H35610: When required to append a new database page to the database file, SQLite shall create a new page cache entry corresponding to the new page and insert it into the page cache. The dirty flag of the new page cache entry shall be set.
H35620: When required to truncate (remove) a database page that existed and was not a free-list leaf page when the write transaction was opened from the end of a database file, SQLite shall journal the page if it has not already been journalled within the current write transaction.
H35630: When required to truncate a database page from the end of the database file, SQLite shall discard the associated page cache entry from the page cache.
H35640: When required to purge a non-writable dirty page from the page cache, SQLite shall sync the journal file before proceding with the write operation required by H35670.
H35660: After syncing the journal file as required by H35640, SQLite shall append a new journal header to the journal file before proceding with the write operation required by H35670.
H35670: When required to purge a page cache entry that is a dirty page SQLite shall write the page data into the database file, using a single call to the xWrite method of the database connection file handle.
H35680: When required to append a journal header to the journal file, SQLite shall do so by writing a block of sector-size bytes using a single call to the xWrite method of the file-handle open on the journal file. The block of data written shall begin at the smallest sector-size aligned offset at or following the current end of the journal file.

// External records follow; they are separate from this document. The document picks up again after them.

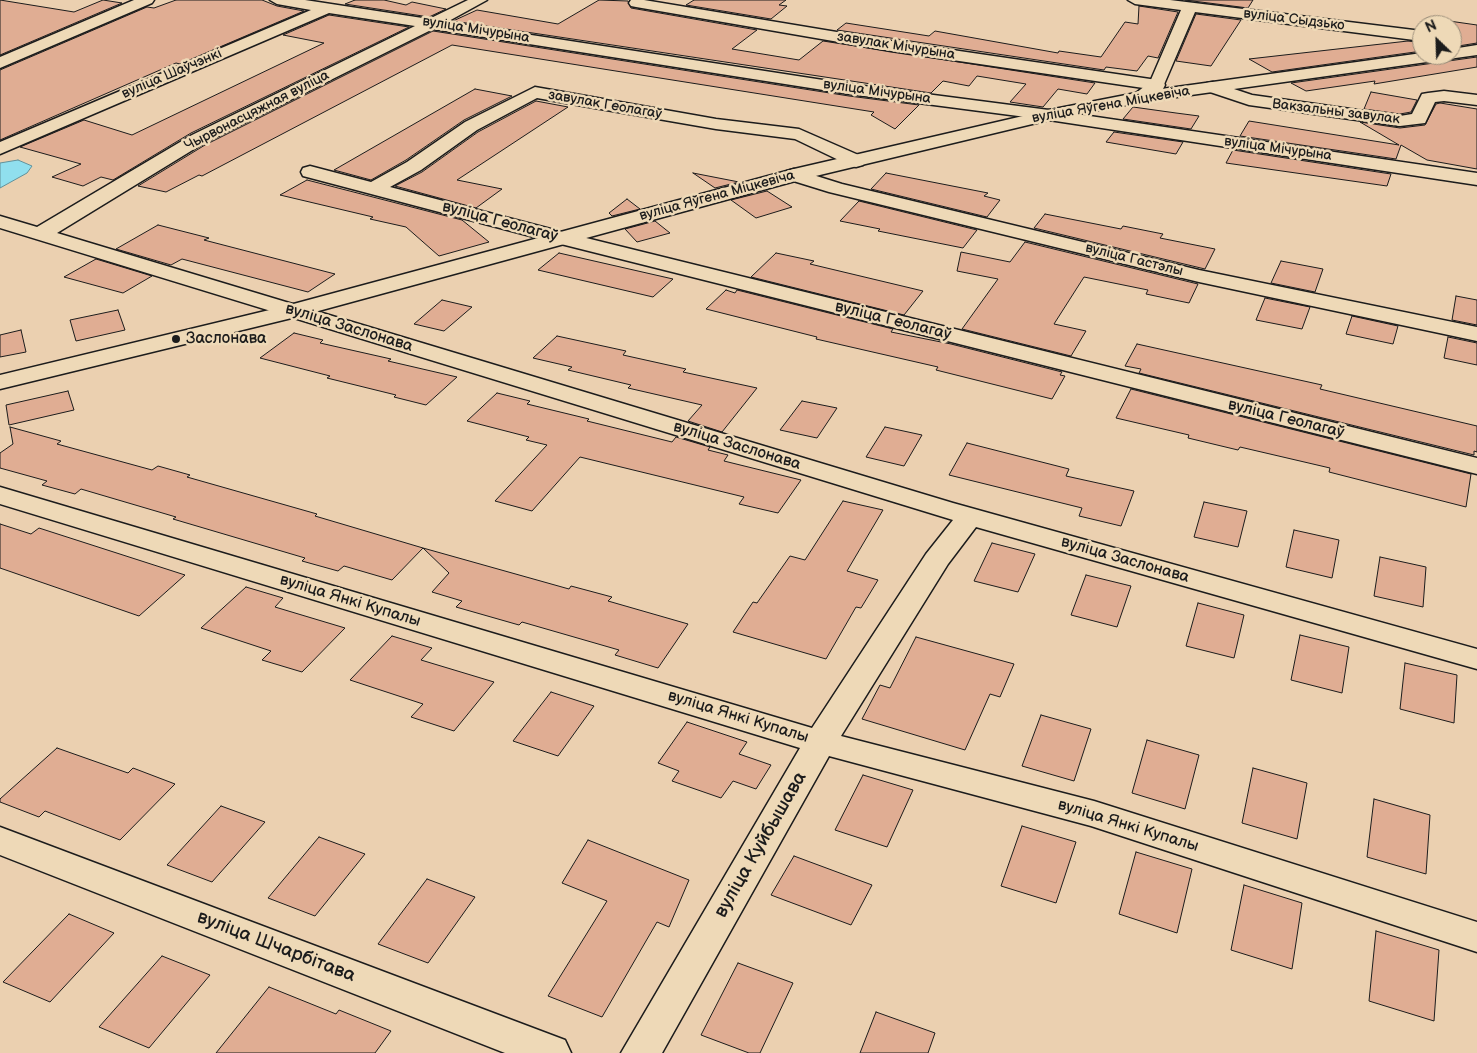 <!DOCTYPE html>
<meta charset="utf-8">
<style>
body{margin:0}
#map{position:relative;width:1477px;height:1053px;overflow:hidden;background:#ebd0b0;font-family:"Balsamiq Sans",sans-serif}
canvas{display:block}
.north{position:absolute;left:1412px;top:15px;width:50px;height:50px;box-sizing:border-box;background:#eed9b7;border:1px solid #9a8d79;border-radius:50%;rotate:336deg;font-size:14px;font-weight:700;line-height:20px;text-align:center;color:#1c1c1c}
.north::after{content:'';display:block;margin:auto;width:18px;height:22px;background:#1c1c1c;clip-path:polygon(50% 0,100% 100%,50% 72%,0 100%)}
</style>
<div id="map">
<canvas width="1477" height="1053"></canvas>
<div class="north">N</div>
</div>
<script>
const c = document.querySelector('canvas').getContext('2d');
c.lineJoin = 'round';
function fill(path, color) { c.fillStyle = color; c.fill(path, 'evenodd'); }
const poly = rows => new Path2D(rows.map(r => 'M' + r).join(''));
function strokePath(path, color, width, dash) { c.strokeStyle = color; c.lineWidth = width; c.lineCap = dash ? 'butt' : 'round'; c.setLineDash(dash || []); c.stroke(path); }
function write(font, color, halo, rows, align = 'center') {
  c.font = font + ' "Balsamiq Sans",sans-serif'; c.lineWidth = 5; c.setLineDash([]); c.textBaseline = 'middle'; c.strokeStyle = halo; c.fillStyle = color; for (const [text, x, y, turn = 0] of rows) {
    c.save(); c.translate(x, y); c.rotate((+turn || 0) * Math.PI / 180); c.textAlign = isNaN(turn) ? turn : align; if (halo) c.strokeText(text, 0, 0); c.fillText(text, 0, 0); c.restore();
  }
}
const water = poly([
 [18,160,32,166,27,173,0,188,0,163,18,160]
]);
const building = poly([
 [0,0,74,12,103,0,122,3,0,55,0,0],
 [176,0,262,0,277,6,304,11,180,64,176,63,0,140,0,70,147,7,154,8,176,0],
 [355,0,384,0,406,5,412,2,446,9,429,17,345,4,355,0],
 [599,0,628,1,631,8,757,30,732,49,799,60,823,41,1095,83,1087,94,1058,89,1043,107,1010,102,1026,84,977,76,969,86,943,81,931,93,453,21,477,10,558,24,599,0],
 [694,0,786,0,779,5,787,6,771,19,686,5,694,0],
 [1185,0,1253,0,1248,8,1185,0],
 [1139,6,1178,12,1158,58,1148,56,1137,71,1106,67,1104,70,837,30,846,23,929,36,935,31,1058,53,1059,51,1101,57,1125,22,1138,24,1139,6],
 [1196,14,1241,20,1211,66,1176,61,1196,14],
 [329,15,409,27,191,133,113,180,101,177,83,186,52,177,81,164,20,147,84,120,132,135,324,43,283,35,329,15],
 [1435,19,1477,25,1477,43,1452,47,1452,25,1435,25,1435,19],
 [433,31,849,96,919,105,895,129,871,115,874,112,452,45,202,176,199,175,166,192,138,186,205,145,433,31],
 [1408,41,1422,43,1422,51,1272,72,1249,59,1408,41],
 [1477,57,1477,67,1374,84,1375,81,1306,91,1291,83,1477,57],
 [475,89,512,96,464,120,406,160,371,180,334,170,475,89],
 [1371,92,1417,100,1411,112,1400,114,1364,109,1371,92],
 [536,101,568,107,457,180,502,189,476,208,395,186,422,172,478,132,536,101],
 [1440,103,1477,109,1477,169,1427,160,1401,145,1396,159,1240,136,1249,121,1399,145,1360,122,1400,128,1425,125,1436,104,1440,103],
 [1133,107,1176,113,1199,116,1191,129,1123,119,1133,107],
 [1114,132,1183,142,1176,154,1106,142,1114,132],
 [1233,150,1391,174,1387,186,1226,163,1233,150],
 [693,173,739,182,715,188,693,173],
 [886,173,988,193,984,196,1000,200,987,217,871,189,886,173],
 [307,180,462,220,489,242,439,256,406,227,370,219,373,217,280,195,307,180],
 [767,191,792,207,756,218,731,200,767,191],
 [627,199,640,209,612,216,609,213,627,199],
 [859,201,977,230,963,248,878,231,880,229,840,221,859,201],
 [1045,214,1121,229,1123,226,1163,234,1160,238,1215,249,1205,269,1034,228,1045,214],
 [655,221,670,233,637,242,625,229,655,221],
 [158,225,209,238,204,240,335,274,308,292,182,259,171,265,116,249,158,225],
 [1025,242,1198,284,1189,303,1146,294,1148,290,1084,277,1054,324,1086,331,1071,356,962,329,998,279,957,271,961,252,1010,262,1025,242],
 [559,253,673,279,653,297,538,270,559,253],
 [776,253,814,261,810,264,923,291,904,315,751,277,776,253],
 [96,259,152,276,123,293,64,277,96,259],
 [1281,261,1323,269,1315,292,1271,283,1281,261],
 [726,290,735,293,737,290,893,329,891,332,951,344,1062,372,1060,375,1065,376,1052,399,936,370,938,367,816,339,817,337,706,309,726,290],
 [1456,296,1477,300,1477,325,1452,320,1456,296],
 [1265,298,1310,307,1302,329,1256,320,1265,298],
 [442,300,472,307,444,331,414,324,442,300],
 [118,310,125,330,76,341,70,320,118,310],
 [1352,316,1398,326,1393,344,1346,334,1352,316],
 [21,330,26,352,0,357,0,335,21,330],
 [294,333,323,340,320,343,391,359,388,361,457,377,426,405,394,397,396,395,327,378,330,376,260,358,294,333],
 [557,336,626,351,623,355,686,369,683,372,757,388,722,432,688,421,702,405,628,388,631,385,568,370,572,367,533,358,557,336],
 [1448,337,1477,343,1477,365,1444,358,1448,337],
 [1137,344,1322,385,1320,389,1477,426,1477,452,1474,451,1474,455,1139,373,1141,369,1125,366,1137,344],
 [1131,389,1471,474,1466,507,1329,472,1330,468,1240,447,1238,450,1188,438,1189,435,1116,418,1131,389],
 [68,391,74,410,9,425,6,405,68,391],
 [497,393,530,401,527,404,589,419,587,421,672,442,676,437,710,447,708,450,728,455,724,461,801,480,778,513,739,504,744,497,580,457,532,511,495,501,547,445,526,440,529,437,467,421,497,393],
 [802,401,837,408,817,438,780,430,802,401],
 [10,427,61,441,57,444,152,470,158,466,190,475,187,477,317,514,315,516,423,548,569,589,571,586,612,597,608,601,688,624,658,668,615,655,619,650,522,622,519,625,456,607,462,601,432,592,449,573,423,548,392,580,344,566,338,571,302,561,305,558,173,519,176,517,81,489,75,494,42,485,47,481,0,468,0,453,13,444,10,427],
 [885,427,922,435,904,466,866,457,885,427],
 [967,443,1069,469,1066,476,1134,491,1121,526,1079,516,1082,508,949,475,967,443],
 [843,501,883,510,847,571,878,580,861,608,856,607,826,659,733,632,753,602,757,603,790,556,805,560,843,501],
 [1204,502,1247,511,1238,547,1194,537,1204,502],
 [0,524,31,534,39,528,185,575,139,616,0,568,0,524],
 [1294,530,1339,540,1332,578,1286,567,1294,530],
 [992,543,1035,554,1018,592,974,581,992,543],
 [1380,557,1426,567,1423,607,1374,596,1380,557],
 [1086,575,1131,586,1117,627,1071,615,1086,575],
 [246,587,283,598,275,607,345,628,302,672,262,660,271,651,201,628,246,587],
 [1198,603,1244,615,1234,658,1186,646,1198,603],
 [1300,635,1349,647,1342,693,1291,680,1300,635],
 [392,636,432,648,421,660,494,682,454,731,411,717,423,704,350,680,392,636],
 [916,637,1014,664,1000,697,990,694,965,750,862,719,880,685,890,688,916,637],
 [1405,663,1457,675,1454,723,1400,709,1405,663],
 [551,692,594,706,558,756,513,741,551,692],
 [1041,715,1091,729,1074,781,1022,766,1041,715],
 [687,722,747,742,739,754,771,765,756,789,733,781,721,798,672,781,679,771,658,763,687,722],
 [1147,740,1199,755,1185,809,1132,793,1147,740],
 [57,748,128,773,133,768,175,784,120,840,45,811,39,817,0,802,0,799,57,748],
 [1253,768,1307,783,1297,839,1242,823,1253,768],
 [863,775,913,790,887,847,835,830,863,775],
 [1374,799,1430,815,1426,874,1367,857,1374,799],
 [221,806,265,822,212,882,167,865,221,806],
 [1022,826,1076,842,1056,903,1001,886,1022,826],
 [319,837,365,854,315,916,268,898,319,837],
 [588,840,689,880,669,927,657,922,602,1017,548,996,607,901,562,883,588,840],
 [1136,852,1192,869,1177,933,1119,914,1136,852],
 [794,856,872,885,851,925,771,895,794,856],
 [427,879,475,897,428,963,378,944,427,879],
 [1244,885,1302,903,1292,969,1231,950,1244,885],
 [69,914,114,933,50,1002,3,982,69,914],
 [1376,931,1439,950,1434,1021,1369,1001,1376,931],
 [162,956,210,975,149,1048,99,1027,162,956],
 [738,963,793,983,760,1053,749,1053,701,1035,738,963],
 [269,987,336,1014,339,1010,391,1031,375,1053,216,1053,269,987],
 [876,1012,935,1033,928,1053,860,1053,876,1012]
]);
const street = poly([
 [134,0,154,0,152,3,0,68,0,57,134,0],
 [270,0,305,0,429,19,468,0,487,0,447,22,849,84,1049,110,1477,173,1477,185,1049,120,849,94,433,29,204,143,57,233,953,503,1477,649,1477,669,976,527,948,564,841,736,1094,801,1477,922,1477,952,1091,826,829,756,662,1053,621,1053,800,748,0,504,0,487,812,728,926,554,953,520,0,228,0,216,37,227,192,135,415,26,329,13,0,154,0,142,311,10,277,4,270,0],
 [631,0,644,0,891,41,1157,80,1163,81,1165,85,1163,89,1157,90,891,51,636,7,631,6,629,3,631,0],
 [1213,82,1252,95,1400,116,1412,114,1422,94,1428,93,1444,91,1477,95,1477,105,1444,101,1435,102,1425,123,1400,126,1249,105,1207,91,1205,87,1207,83,1213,82],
 [535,87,716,119,799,129,863,157,865,161,863,165,856,167,849,165,795,139,716,129,537,98,477,130,421,170,390,187,566,233,1477,458,1477,474,553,242,303,176,301,172,303,168,310,166,371,182,407,162,465,122,535,87],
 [794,169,842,184,1199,270,1477,327,1477,341,1199,282,829,192,787,179,785,175,787,171,794,169],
 [0,827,565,1040,571,1053,505,1053,0,855,0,827]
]);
const secondary = poly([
 [1128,0,1170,0,1422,31,1422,41,1195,12,1162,89,1422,53,1422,55,1452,55,1452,49,1477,45,1477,55,1141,102,1049,120,799,180,300,316,0,389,0,375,286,306,794,169,1049,110,1136,93,1150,82,1181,10,1135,4,1128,0]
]);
const markers = [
 [176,339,5,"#1c1c1c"]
];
const farStreetnames = [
 ["вуліца Сыдзько",1294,20,7],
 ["вуліца Мічурына",476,30,9],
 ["завулак Мічурына",896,46,9],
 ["вуліца Шаўчэнкі",172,74,-23],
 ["вуліца Мічурына",877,92,8],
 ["завулак Геолагаў",605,105,10],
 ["вуліца Яўгена Міцкевіча",1111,105,-10],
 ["Чырвонасцяжная вуліца",257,111,-27],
 ["Вакзальны завулак",1336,112,7],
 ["вуліца Мічурына",1278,149,8],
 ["вуліца Яўгена Міцкевіча",717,196,-15],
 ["вуліца Гастэлы",1134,260,14]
];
const streetNames = [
 ["вуліца Геолагаў",500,222,15],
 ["вуліца Геолагаў",893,321,14],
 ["вуліца Заслонава",349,328,17],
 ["вуліца Геолагаў",1286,419,14],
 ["вуліца Заслонава",737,446,17],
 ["вуліца Заслонава",1125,560,16],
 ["вуліца Янкі Купалы",350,601,17],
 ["вуліца Янкі Купалы",738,717,17],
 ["вуліца Янкі Купалы",1128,826,17]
];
const poiNames = [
 ["Заслонава",186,339]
];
const nearStreetnames = [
 ["вуліца Куйбышава",761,845,-60],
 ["вуліца Шчарбітава",276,947,21]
];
fill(water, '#90dfee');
strokePath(water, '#62919a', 1);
fill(building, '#e0ad93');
strokePath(building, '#1c1c1c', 1);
strokePath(street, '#1c1c1c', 3);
strokePath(secondary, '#1c1c1c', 3);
fill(street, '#eed9b7');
fill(secondary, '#eed9b7');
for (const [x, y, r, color] of markers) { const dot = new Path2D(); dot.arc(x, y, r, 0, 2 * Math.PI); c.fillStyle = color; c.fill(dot); strokePath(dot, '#eed9b7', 2); }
write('14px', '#1c1c1c', '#eed9b7', farStreetnames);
write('16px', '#1c1c1c', '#eed9b7', streetNames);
write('16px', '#1c1c1c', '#eed9b7', poiNames, 'left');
write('19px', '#1c1c1c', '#eed9b7', nearStreetnames);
</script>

H35690: The first 8 bytes of the journal header required to be written by H35680 shall contain the following values, in order from byte offset 0 to 7: 0xd9, 0xd5, 0x05, 0xf9, 0x20, 0xa1, 0x63 and 0xd7.
H35700: Bytes 8-11 of the journal header required to be written by H35680 shall contain 0x00.
H35710: Bytes 12-15 of the journal header required to be written by H35680 shall contain the number of pages that the database file contained when the current write-transaction was started, formatted as a 4-byte big-endian unsigned integer.
H35720: Bytes 16-19 of the journal header required to be written by H35680 shall contain pseudo-randomly generated values.
H35730: Bytes 20-23 of the journal header required to be written by H35680 shall contain the sector size used by the VFS layer, formatted as a 4-byte big-endian unsigned integer.
H35740: Bytes 24-27 of the journal header required to be written by H35680 shall contain the page size used by the database at the start of the write transaction, formatted as a 4-byte big-endian unsigned integer.
H35750: When required to sync the journal file, SQLite shall invoke the xSync method of the file handle open on the journal file.
H35760: When required to sync the journal file, after invoking the xSync method as required by H35750, SQLite shall update the record count of the journal header most recently written to the journal file. The 4-byte field shall be updated to contain the number of journal records that have been written to the journal file since the journal header was written, formatted as a 4-byte big-endian unsigned integer.
H35770: When required to sync the journal file, after updating the record count field of a journal header as required by H35760, SQLite shall invoke the xSync method of the file handle open on the journal file.
H35780: When required to upgrade to an exclusive lock as part of a write transaction, SQLite shall first attempt to obtain a pending lock on the database file if one is not already held by invoking the xLock method of the file handle opened on the database file.
H35790: When required to upgrade to an exclusive lock as part of a write transaction, after successfully obtaining a pending lock SQLite shall attempt to obtain an exclusive lock by invoking the xLock method of the file handle opened on the database file.
H35800: When required to commit a write-transaction, SQLite shall modify page 1 to increment the value stored in the change counter field of the database file header.
H35810: When required to commit a write-transaction, after incrementing the change counter field, SQLite shall sync the journal file.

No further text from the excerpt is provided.